Revisiting the Lafarge Opinion
Those following universal jurisdiction cases will recall that only a few months ago, the same cour de cassation issued a decision that breathed new life into the criminal case against the Lafarge cement company for complicity in crimes against humanity because of payments the company made to ISIS in order to continue its cement operations in Syria.
In that case, a lower court had ruled that the company could not be held liable for complicity in crimes against humanity. The cour de cassation overturned that ruling, holding that “one can be complicit in crimes against humanity even if one doesn’t have the intention of being associated with the crimes committed.” The court also held that “knowingly paying several million dollars to an organization whose sole purpose was exclusively criminal suffices to constitute complicity, regardless of whether the party concerned was acting to pursue a commercial activity.”
On its face, it is difficult to reconcile the Lafarge ruling with the ruling in the Abdulhamid C. case. The first case reinstated charges of crimes against humanity for conduct in Syria, whereas the second dismissed a case holding that crimes against humanity could never be charged for conduct in Syria. To view the decisions favorably one might consider that the issue of double criminality was never raised in the Lafarge appeal. It could be said that the Lafarge ruling was laser-focused on the issue of complicity and whether there could be a set of facts that would support complicity in crimes against humanity.
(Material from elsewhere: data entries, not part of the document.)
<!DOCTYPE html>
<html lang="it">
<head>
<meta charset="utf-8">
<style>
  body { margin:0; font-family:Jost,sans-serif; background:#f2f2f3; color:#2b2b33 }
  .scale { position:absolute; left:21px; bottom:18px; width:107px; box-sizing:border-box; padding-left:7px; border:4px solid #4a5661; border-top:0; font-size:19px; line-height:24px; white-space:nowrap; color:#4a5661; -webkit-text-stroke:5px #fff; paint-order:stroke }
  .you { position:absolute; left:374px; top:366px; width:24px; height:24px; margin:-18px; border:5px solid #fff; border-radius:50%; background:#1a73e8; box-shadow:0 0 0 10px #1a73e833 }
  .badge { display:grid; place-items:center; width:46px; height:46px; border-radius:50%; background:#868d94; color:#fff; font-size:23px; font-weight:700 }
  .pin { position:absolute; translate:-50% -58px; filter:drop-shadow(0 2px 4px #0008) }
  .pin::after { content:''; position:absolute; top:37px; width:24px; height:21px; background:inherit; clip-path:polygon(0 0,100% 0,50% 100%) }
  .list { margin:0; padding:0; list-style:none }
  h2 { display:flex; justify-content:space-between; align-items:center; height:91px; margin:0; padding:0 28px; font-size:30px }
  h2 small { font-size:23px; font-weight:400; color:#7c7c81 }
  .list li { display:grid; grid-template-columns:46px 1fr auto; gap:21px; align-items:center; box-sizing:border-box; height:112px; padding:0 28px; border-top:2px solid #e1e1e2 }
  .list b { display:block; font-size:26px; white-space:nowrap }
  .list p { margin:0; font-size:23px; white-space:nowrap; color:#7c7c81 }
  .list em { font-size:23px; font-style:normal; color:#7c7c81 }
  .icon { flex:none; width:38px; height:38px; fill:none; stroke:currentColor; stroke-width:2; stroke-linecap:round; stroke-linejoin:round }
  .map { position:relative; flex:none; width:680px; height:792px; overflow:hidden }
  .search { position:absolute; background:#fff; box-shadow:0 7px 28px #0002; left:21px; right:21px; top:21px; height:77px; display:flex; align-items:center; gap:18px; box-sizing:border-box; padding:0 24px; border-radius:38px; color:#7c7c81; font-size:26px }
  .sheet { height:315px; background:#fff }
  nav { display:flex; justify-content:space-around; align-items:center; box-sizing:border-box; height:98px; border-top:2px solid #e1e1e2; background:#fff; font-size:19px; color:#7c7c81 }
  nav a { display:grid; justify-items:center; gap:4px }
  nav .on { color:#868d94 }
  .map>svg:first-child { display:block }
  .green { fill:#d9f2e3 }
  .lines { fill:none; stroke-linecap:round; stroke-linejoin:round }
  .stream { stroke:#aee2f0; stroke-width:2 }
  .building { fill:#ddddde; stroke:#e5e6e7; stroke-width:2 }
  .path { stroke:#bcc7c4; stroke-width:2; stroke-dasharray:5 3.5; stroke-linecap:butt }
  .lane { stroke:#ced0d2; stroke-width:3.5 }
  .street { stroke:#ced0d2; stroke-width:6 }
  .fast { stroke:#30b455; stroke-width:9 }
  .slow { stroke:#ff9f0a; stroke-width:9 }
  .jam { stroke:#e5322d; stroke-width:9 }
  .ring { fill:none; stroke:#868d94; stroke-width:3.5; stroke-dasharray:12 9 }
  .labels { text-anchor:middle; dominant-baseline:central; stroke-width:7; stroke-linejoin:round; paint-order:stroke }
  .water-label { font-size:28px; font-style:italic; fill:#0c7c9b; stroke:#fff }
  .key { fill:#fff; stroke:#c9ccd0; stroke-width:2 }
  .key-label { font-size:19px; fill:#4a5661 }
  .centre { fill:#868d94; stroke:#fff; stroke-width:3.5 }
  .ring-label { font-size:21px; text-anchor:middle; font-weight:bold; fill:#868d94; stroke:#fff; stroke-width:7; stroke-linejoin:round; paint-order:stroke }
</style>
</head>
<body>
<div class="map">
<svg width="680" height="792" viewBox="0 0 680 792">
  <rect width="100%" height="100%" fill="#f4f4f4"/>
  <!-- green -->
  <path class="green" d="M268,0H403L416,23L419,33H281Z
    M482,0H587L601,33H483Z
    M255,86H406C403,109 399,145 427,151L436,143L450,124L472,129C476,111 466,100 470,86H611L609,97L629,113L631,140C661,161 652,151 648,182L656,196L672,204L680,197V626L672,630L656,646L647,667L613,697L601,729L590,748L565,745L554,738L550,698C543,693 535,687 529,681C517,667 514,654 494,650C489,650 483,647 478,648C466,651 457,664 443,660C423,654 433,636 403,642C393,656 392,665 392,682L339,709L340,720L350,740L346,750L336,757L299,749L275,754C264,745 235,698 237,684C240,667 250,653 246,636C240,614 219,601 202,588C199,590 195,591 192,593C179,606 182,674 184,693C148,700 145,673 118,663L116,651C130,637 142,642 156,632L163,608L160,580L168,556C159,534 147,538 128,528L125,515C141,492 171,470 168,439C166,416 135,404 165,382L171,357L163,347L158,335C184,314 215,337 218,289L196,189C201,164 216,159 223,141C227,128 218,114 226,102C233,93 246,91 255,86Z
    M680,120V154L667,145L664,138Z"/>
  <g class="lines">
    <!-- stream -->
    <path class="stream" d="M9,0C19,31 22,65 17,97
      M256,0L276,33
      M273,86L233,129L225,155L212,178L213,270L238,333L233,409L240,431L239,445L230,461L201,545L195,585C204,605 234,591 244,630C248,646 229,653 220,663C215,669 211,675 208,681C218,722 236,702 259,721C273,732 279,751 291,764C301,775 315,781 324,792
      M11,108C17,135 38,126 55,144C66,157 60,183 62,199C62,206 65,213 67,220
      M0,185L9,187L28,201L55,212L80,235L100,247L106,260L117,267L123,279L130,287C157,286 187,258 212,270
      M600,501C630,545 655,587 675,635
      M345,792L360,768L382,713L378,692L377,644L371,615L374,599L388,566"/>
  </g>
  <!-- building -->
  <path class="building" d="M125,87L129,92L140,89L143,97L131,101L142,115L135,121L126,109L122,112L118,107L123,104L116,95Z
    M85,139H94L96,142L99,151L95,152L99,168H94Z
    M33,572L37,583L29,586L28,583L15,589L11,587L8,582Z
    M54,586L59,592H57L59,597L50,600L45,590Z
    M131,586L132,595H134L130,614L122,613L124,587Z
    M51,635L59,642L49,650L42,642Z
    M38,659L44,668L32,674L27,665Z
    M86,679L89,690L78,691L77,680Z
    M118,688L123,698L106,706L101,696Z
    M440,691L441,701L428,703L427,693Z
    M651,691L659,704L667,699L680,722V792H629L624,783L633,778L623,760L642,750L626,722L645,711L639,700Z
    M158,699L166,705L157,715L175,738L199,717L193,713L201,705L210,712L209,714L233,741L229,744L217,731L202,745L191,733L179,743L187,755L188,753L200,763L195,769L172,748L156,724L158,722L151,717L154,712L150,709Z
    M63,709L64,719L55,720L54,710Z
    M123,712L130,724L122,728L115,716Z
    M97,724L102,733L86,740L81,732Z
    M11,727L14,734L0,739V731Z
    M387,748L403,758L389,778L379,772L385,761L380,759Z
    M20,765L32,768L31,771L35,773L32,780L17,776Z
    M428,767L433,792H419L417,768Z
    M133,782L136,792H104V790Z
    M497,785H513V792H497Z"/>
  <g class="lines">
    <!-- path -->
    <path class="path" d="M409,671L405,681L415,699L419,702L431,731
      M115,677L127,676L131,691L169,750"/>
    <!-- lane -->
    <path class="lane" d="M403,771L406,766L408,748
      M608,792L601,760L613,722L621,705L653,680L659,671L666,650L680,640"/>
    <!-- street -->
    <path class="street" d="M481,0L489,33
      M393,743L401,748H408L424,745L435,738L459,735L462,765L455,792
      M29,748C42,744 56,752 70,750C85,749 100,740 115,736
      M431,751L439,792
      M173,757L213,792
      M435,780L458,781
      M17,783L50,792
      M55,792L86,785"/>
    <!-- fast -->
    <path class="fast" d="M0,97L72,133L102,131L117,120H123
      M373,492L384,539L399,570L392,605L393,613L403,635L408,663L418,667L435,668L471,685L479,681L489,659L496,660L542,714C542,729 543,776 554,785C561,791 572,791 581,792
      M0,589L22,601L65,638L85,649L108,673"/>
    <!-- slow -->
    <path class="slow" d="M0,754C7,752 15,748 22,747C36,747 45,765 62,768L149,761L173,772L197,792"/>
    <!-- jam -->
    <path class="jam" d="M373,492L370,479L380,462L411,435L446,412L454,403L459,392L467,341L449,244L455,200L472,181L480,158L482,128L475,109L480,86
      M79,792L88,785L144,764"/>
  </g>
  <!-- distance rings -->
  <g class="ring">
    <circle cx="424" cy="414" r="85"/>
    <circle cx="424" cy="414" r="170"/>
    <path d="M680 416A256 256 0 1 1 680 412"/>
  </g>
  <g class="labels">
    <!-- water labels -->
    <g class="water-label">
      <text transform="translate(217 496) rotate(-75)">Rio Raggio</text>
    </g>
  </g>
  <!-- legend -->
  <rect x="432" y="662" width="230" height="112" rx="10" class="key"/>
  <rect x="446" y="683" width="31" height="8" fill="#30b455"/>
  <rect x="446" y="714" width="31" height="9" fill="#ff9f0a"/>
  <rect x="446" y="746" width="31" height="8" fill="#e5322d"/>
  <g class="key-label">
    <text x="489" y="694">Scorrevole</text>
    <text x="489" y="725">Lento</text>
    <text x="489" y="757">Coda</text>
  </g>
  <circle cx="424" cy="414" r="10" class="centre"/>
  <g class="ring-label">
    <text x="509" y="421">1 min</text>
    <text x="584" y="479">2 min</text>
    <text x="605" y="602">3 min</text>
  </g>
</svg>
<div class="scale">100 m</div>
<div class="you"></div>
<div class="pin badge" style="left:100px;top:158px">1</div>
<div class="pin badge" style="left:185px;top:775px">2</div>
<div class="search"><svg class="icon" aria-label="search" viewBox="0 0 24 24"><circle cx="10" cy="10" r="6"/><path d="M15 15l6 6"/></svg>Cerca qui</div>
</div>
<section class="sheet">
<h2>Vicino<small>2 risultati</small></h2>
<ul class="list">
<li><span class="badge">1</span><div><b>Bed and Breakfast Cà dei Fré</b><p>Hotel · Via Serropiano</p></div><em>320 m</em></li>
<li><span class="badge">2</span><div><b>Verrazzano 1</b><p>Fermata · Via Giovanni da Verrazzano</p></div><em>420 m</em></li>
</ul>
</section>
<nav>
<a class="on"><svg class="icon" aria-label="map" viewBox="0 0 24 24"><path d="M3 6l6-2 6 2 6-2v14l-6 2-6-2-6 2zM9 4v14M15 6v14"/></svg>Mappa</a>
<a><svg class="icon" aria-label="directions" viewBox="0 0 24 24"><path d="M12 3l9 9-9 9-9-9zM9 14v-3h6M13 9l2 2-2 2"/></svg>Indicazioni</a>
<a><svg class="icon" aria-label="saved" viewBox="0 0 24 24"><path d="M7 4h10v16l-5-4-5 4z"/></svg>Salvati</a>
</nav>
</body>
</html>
The court had no reason to consider the location of the crimes in Syria and whether double criminality could also be a ground for dismissing the crimes against humanity charges. That said, the apparent inconsistency is striking. Although France is a civil law jurisdiction that does not recognize legal precedent as it is understood in common law jurisdictions, one would think that there would be an attempt to remain consistent, particularly in two cases issued within two months of one another.
In any case, the decision in the Abdulhamid C. case could lead to the dismissal of the crimes against humanity charges against Lafarge which are currently on remand. The Lafarge case could continue on the basis of the remaining charges, including financing terrorism. But the dismissal of the most serious charges would be an unfortunate outcome – one that makes the decision in the Abdulhamid C. case all the more regrettable, and the amendment of the double criminality requirement all the more urgent.
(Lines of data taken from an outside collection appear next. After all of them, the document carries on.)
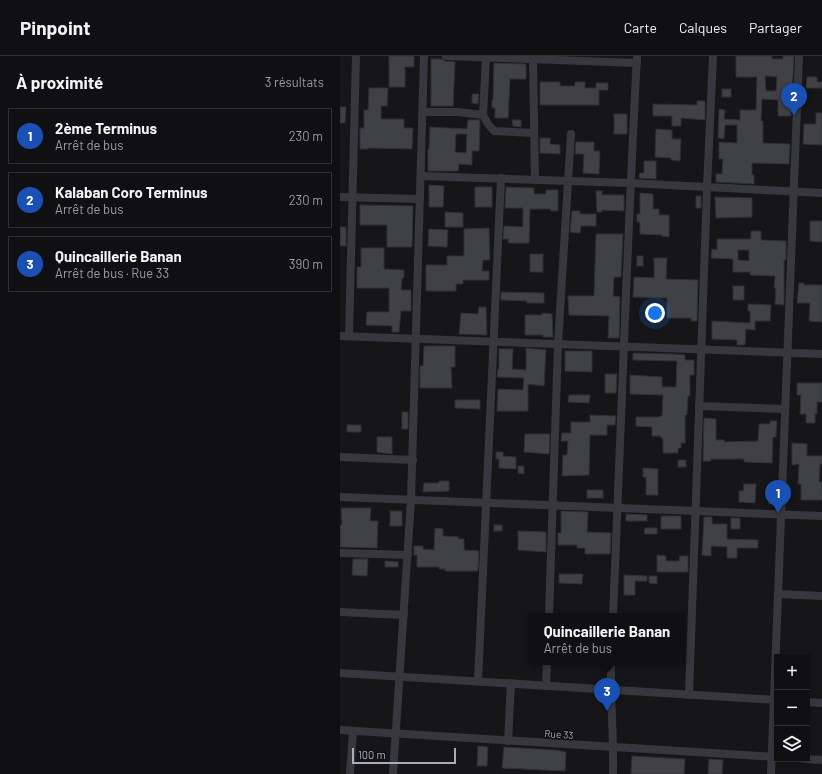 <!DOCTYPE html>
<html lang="fr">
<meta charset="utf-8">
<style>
:root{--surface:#101012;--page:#19191b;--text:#f1f3f6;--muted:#9c9d9f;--line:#303032;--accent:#0b8043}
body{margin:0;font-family:Barlow,sans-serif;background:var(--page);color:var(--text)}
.controls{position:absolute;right:12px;bottom:12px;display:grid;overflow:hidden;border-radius:0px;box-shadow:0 2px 6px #0003}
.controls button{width:36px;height:36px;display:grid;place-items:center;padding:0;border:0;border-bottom:1px solid var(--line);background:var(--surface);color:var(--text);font:20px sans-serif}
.scale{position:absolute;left:12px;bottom:10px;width:104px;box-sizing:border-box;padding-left:4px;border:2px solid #a8adb8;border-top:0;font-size:11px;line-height:14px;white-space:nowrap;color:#a8adb8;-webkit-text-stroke:3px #111113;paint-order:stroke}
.you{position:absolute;left:315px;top:257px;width:14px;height:14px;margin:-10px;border:3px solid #fff;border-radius:50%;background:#1a73e8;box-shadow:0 0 0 6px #1a73e833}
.badge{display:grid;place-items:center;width:26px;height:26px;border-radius:50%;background:var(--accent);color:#fff;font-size:13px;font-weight:700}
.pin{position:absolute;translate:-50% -33px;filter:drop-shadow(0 1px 2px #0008)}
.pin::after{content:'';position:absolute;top:21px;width:14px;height:12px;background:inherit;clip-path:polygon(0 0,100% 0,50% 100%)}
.popup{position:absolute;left:189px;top:557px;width:156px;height:52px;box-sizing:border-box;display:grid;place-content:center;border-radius:0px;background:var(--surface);filter:drop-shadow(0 1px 3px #0005);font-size:13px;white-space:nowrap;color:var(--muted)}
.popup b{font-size:15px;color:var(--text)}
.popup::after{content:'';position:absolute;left:50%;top:100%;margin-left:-8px;border:8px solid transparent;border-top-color:var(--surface)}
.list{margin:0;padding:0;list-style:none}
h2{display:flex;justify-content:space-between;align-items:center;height:52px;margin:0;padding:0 16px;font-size:17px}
h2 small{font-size:13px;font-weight:400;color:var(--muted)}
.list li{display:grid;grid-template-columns:26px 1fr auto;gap:12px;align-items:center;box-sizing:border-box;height:56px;margin:0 8px 8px;padding:0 8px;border:1px solid var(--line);border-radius:0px}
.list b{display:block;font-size:15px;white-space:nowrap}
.list p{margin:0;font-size:13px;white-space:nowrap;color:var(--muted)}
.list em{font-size:13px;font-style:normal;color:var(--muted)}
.icon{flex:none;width:22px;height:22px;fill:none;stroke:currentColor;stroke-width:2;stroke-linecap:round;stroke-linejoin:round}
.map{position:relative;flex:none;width:482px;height:718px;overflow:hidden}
header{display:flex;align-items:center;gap:24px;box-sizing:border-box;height:56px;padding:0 20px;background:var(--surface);border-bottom:1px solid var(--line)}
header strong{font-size:19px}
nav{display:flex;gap:22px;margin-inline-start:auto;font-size:14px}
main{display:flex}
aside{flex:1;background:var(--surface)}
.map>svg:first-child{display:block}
</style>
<header>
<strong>Pinpoint</strong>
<nav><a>Carte</a><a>Calques</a><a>Partager</a></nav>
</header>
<main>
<aside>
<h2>À proximité<small>3 résultats</small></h2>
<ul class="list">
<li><span class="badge" style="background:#1a4fb4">1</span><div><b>2ème Terminus</b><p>Arrêt de bus</p></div><em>230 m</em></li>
<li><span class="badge" style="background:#1a4fb4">2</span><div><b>Kalaban Coro Terminus</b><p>Arrêt de bus</p></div><em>230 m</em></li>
<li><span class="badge" style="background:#1a4fb4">3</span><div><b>Quincaillerie Banan</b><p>Arrêt de bus · Rue 33</p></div><em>390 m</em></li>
</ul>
</aside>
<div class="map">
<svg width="482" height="718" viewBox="0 0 482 718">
<rect width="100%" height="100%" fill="#161618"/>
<g fill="#404145" stroke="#303034" fill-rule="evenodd">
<polygon points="49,0 74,0 74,11 65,11 65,31 49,31"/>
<path d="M396 0H432V3H443V0H454L451 60H438V44L422 43 421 65H423V87L450 88 449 108 412 107V119H414V128L376 126V118H382L383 103H379V86L397 87V69H385L384 83 378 82 379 53 385 54 384 63 400 64V54H416L417 21H396ZM425 20 437 21 436 35H426Z"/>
<polygon points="91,3 102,3 105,5 115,6 113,50 91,50"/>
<polygon points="154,7 186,8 186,23 170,23 168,62 155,62 155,52 152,52 152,44 153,44"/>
<polygon points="467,21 477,21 477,26 482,26 482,32 466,32"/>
<polygon points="200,26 220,26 220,30 235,30 235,26 245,26 245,32 256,32 256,27 268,27 268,34 259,34 259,49 200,49"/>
<polygon points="29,32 48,32 47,50 41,50 41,63 64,63 64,72 73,72 72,93 28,92 28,93 20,93 20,72 24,72 24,54 28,54"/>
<rect x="382" y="33" width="9" height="8"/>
<polygon points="132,38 139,38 138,48 132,47"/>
<polygon points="357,45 365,45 365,64 341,62 341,70 332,70 332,60 313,60 313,48 357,49"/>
<polygon points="0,51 6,51 5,67 0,67"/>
<polygon points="476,57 482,57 482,89 463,88 464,68 476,68"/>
<rect x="274" y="58" width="13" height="20"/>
<path d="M128 64H140V66L139 95H132V109L119 108 118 115H88V93H89L90 71 127 73ZM116 78H127L126 97 115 96Z"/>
<polygon points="172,64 181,64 181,71 173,70"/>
<polygon points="316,73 332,74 332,83 341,83 340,105 331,104 331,102 315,101"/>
<polygon points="200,82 210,82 210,88 220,89 220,98 200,97"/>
<polygon points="236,86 254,86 254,95 260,95 259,118 243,117 244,98 235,98"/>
<polygon points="304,105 316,105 316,123 299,122 300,117 304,117"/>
<polygon points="89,129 104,130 103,151 89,151"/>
<rect x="135" y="131" width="17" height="20"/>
<polygon points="166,131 194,132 194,138 206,138 206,134 218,134 218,155 211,155 211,153 190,153 189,187 168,187 169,183 163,183 164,170 183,171 183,152 165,152"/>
<polygon points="256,135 262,135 262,139 284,139 284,155 262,154 262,156 257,156"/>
<polygon points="300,137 313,138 313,153 319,153 319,159 329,159 329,181 322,180 322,179 300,178 300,166 297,166 297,158 300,158"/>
<rect x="356" y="140" width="5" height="12"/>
<polygon points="375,141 412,142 412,161 376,162"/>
<polygon points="20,149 73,150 72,191 47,191 47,169 20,169"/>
<polygon points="232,155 240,155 240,158 256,158 256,170 241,170 240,177 230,176"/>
<polygon points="105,156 123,157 123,171 105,171"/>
<polygon points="470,165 482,165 482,186 470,185"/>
<rect x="0" y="171" width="6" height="19"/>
<polygon points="149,172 150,204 143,204 142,215 149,215 149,224 123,224 123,228 116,228 116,235 86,235 86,209 107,209 107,200 124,200 124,173"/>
<polygon points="89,173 108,174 107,191 88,190"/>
<path d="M411 175H421V184L446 185V204H444V249L435 248 436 232H434L435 220 410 219V216H393V203L371 202 372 193 377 194V183H411ZM398 194H409V205L398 204Z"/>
<polygon points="256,178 283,178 281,221 274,221 273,240 280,241 279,282 268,282 269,260 229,259 228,240 254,240"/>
<polygon points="21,192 44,192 44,213 64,214 64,222 62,222 61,234 71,234 71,255 61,255 59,276 52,276 52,270 26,269 27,256 49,256 49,232 17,232 17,211 21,211"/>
<rect x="190" y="198" width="13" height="18"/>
<rect x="297" y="200" width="6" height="10"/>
<polygon points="314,202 327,202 326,223 358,224 357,265 351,265 351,262 327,262 327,242 293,241 294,221 314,222"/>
<polygon points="459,227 464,227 464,229 482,229 482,266 469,265 470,247 457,247"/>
<rect x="393" y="230" width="11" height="14"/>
<polygon points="161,236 204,237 204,247 187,247 187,245 161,244"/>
<polygon points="408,248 431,249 430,265 415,265 415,274 406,273 405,289 397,289 397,284 372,283 372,265 410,267 410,255 408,255"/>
<polygon points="139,251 146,251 147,279 119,278 121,257 138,258"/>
<polygon points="202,257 212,258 213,281 203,281 203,279 185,279 185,259 202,259"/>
<polygon points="84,290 115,290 115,311 111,311 112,332 80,332 80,310 83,310"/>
<polygon points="186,292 206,294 204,330 188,328 188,355 157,355 158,333 183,334 184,322 157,321 158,313 159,313 159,293 173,293 172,313 186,314"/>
<polygon points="225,295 252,295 252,316 225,315"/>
<polygon points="293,297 333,298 345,299 345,304 354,304 354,319 350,319 350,340 348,340 347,359 345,359 345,387 341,387 341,392 338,392 338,397 323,397 323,382 321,382 321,380 312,380 312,371 296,370 296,361 320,361 320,360 322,360 323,339 290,338 290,319 322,321 322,331 336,331 337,305 293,304"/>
<polygon points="265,318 277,318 276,337 265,337"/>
<polygon points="457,327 482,327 482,346 477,346 477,358 475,358 475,367 466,367 466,358 460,358 461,339 457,339"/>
<polygon points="229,339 250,339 249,347 228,346"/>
<polygon points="115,344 140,344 140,353 115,352"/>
<rect x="62" y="356" width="6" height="17"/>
<polygon points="250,359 276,360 275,369 267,369 267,379 250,379 249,419 222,420 223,399 227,399 228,385 221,385 222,377 231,377 231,366 250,366"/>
<polygon points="364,362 376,363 376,384 385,384 384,386 418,385 419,368 430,368 430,365 437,365 436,381 433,381 432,407 404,406 404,403 371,403 371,405 363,405"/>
<rect x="7" y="369" width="14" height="7"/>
<polygon points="185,378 210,378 209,398 184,396"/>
<polygon points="37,381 52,381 52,398 37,396"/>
<polygon points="452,387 467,388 467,400 482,400 482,408 480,408 479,426 482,426 482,444 461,444 461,428 458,428 459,408 452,409"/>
<polygon points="156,396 163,396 163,400 176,401 176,413 159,412 159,403 156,403"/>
<rect x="338" y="404" width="8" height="7"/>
<polygon points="178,410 184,410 184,418 178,417"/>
<polygon points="303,412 318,413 318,439 306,439 306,421 303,421"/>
<polygon points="99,425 109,425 109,435 83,436 84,427 99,427"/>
<polygon points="404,428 416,428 415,447 399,446 399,435 403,435"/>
<rect x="429" y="432" width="7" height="16"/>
<rect x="247" y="434" width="16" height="8"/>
<polygon points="1,452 31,452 30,465 38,465 37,492 0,491 0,469 2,469"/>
<rect x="50" y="455" width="12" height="15"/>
<polygon points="221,455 248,456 247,476 271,477 270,498 245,498 245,492 237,492 237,489 218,489 218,477 221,477"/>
<polygon points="286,458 307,459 307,465 286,465"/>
<rect x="321" y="460" width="20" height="13"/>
<polygon points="364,461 372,461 372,468 387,468 387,483 418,484 418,492 397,492 397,502 387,502 387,491 371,490 371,500 362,499"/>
<rect x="391" y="462" width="9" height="11"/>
<rect x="154" y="469" width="8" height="6"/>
<polygon points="95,472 103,473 103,480 119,481 118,483 124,483 124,494 139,495 138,515 105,515 105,513 99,513 99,511 77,511 77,499 74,499 74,490 83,490 83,493 94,494"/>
<polygon points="305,472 317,472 317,478 304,478"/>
<polygon points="178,475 206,476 206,496 178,494"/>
<polygon points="317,499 326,500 326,505 339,505 340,500 348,500 348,516 317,516"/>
<polygon points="13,503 28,503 27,520 12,519"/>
<polygon points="45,505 58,506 58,511 45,511"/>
<polygon points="219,518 243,518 242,528 219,527"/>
<polygon points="284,519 307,520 307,525 295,525 295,539 284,539"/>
<polygon points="309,520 317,520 317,528 309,527"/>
<polygon points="138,690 148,691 147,710 137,710"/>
<polygon points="164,691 214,694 226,696 225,715 162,712"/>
<polygon points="292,700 345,703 344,718 291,718"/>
<polygon points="369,703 383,704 382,718 368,718"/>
</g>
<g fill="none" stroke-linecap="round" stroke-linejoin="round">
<g stroke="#37383d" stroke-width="8">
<polyline points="106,0 297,7"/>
<polyline points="193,3 195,124"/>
<polyline points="83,56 118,56 143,59 148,68 154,75 194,77"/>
<polyline points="143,59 146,2"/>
<polyline points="81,120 290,127 482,137"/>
<polyline points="0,141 80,143"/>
<polyline points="0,280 482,298"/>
<polyline points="9,280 16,0"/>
<polyline points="359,350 445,353"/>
<polyline points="0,401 73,404"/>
<polyline points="0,441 482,460"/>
<polyline points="0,497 68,499"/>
<polyline points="438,538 482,540"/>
<polyline points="0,556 64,559"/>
<polyline points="209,560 218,288 231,78"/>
<path d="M273 560C281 373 287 187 297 0"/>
<path d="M271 606C270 643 274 681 273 718"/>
<polyline points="0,617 437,644"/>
<path d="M138 625C147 458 152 290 161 122"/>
<polyline points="206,630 207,606"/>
<polyline points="349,639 367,132 373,0"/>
<polyline points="467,646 482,647"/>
<polyline points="0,674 437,701"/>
<polyline points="168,685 171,627"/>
<polyline points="464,703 482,704"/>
<polyline points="10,718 13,675"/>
<polyline points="53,718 71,444 84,0"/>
<polyline points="431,718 459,0"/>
</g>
</g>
<g text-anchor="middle" stroke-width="3.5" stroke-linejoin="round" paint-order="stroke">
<g font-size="10" fill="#a8adb8" stroke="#111113">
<text transform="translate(219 678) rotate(4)" y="4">Rue 33</text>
</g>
</g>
</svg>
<div class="controls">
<button>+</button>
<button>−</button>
<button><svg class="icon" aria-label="layers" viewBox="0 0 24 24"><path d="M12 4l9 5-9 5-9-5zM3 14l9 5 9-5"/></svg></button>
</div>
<div class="scale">100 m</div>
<div class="you"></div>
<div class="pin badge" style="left:438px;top:457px;background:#1a4fb4">1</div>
<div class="pin badge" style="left:454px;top:60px;background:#1a4fb4">2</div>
<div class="pin badge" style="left:267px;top:655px;background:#1a4fb4">3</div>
<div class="popup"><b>Quincaillerie Banan</b>Arrêt de bus</div>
</div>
</main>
The cour de cassation decision in the case of Abdulhamid C. is a blow to victims of crimes against humanity in Syria. Present efforts to obtain a measure of justice in Syria – both in France and elsewhere – are highly reliant on universal jurisdiction prosecutions given that a referral to the ICC has been vetoed by Russia, and Syria is not a party to the Rome Statute (having signed the Statute in 2000 but never ratified it). The imposition of double criminality in these circumstances is inconsistent with the principle of universal jurisdiction which is buttressed by an understanding that there are crimes that are so serious as to threaten the entire world and affect the global conscience. It is understandable that human rights defenders would consider that the decision gives criminals an opportunity to enjoy impunity despite committing the most serious of crimes.
However, as noted above, Syria has criminalized war crimes, torture, and terrorism which remain viable avenues for prosecutions in France despite the double criminality requirement. As such, the cour de cassation opinion, while regrettable, does not signify the end of universal jurisdiction in France.